Fidelity’s FETH saw the largest withdrawals at $59.2 million, followed by BlackRock’s ETHA at $54.9 million. Grayscale’s ETHE and ETH products also saw significant outflows of $13.1 million and $26.5 million, respectively. These ongoing redemptions reinforce concerns that institutional demand for Ethereum remains weak in the near term.
Ethereum price breaks a major support level
Ethereum (ETH/USD) on the 4-hour time frame is showing a clear shift in market structure, with bearish momentum now taking over after a decisive breakout below key support. The price action highlights a failed recovery attempt that turned into a strong bearish continuation.
Initially, ETH formed a rounded bottom pattern, indicating a gradual accumulation phase. This structure allowed the price to rise towards the upper resistance area around the $3,300-$3,350 area, which previously served as a strong supply zone. However, repeated rejection from this resistance area indicates a weak upward follow-through, indicating that sellers are still firmly in control.
After the rejection, ETH price fell below the major support level near $2,950-$3,000, which served as a demand zone during the previous consolidation.
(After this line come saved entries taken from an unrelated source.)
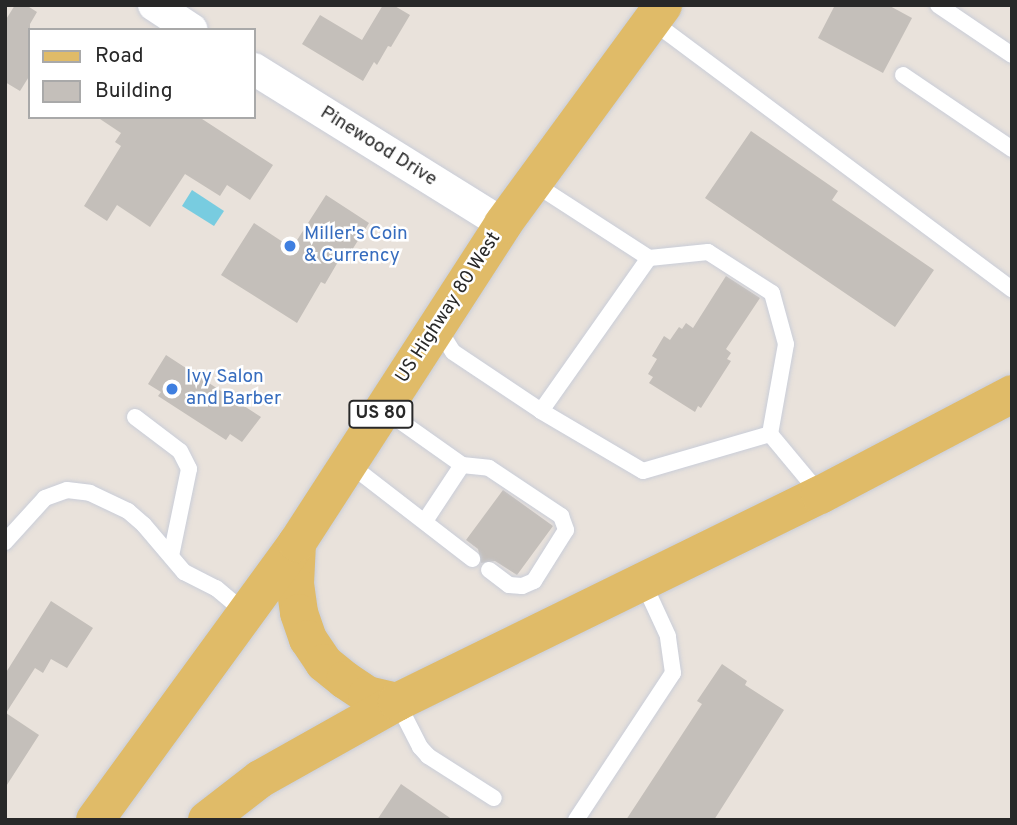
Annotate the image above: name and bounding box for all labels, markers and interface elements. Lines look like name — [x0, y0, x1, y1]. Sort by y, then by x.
legend — [28, 28, 256, 119]
text: Road — [95, 43, 144, 70]
text: Building — [95, 78, 173, 105]
street label: Pinewood Drive — [315, 102, 441, 192]
place label: Miller's Coin & Currency — [304, 224, 408, 268]
street label: US Highway 80 West — [392, 228, 506, 388]
marker: Miller's Coin & Currency — [282, 238, 298, 254]
place label: Ivy Salon and Barber — [186, 367, 281, 411]
marker: Ivy Salon and Barber — [164, 381, 180, 397]
road number: US 80 — [348, 400, 414, 428]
This breakout is technically significant, as previous support has now turned into resistance. The move was impulsive, confirming a downside breakout and not a false move or liquidity sweep.

ETHUSD chart analysis. Source: TradingView
Momentum indicators reinforce the downtrend. The RSI (14) fell towards the lower band, hovering near the oversold zone but without showing bullish divergence. This indicates that selling pressure is still active, and any short-term bounce could be a corrective rather than a trend reversal. The failure of the RSI to reclaim the 50 midline confirms bearish control.
Structurally, ETH is now forming lower highs and lower lows, which is a classic bearish trend signal on the 4-hour chart. Bearish candle expansion after breaking support also indicates strong selling participation rather than weak retail-led moves.
Looking ahead, the next key area to watch is around the $2,650-$2,700 area, which could act as a temporary demand zone or a pause zone. If this level fails to hold, downside risks may extend towards deeper liquidity areas below. On the upside, any recovery attempts are likely to encounter resistance near the broken support range between $2,950 and $3,000.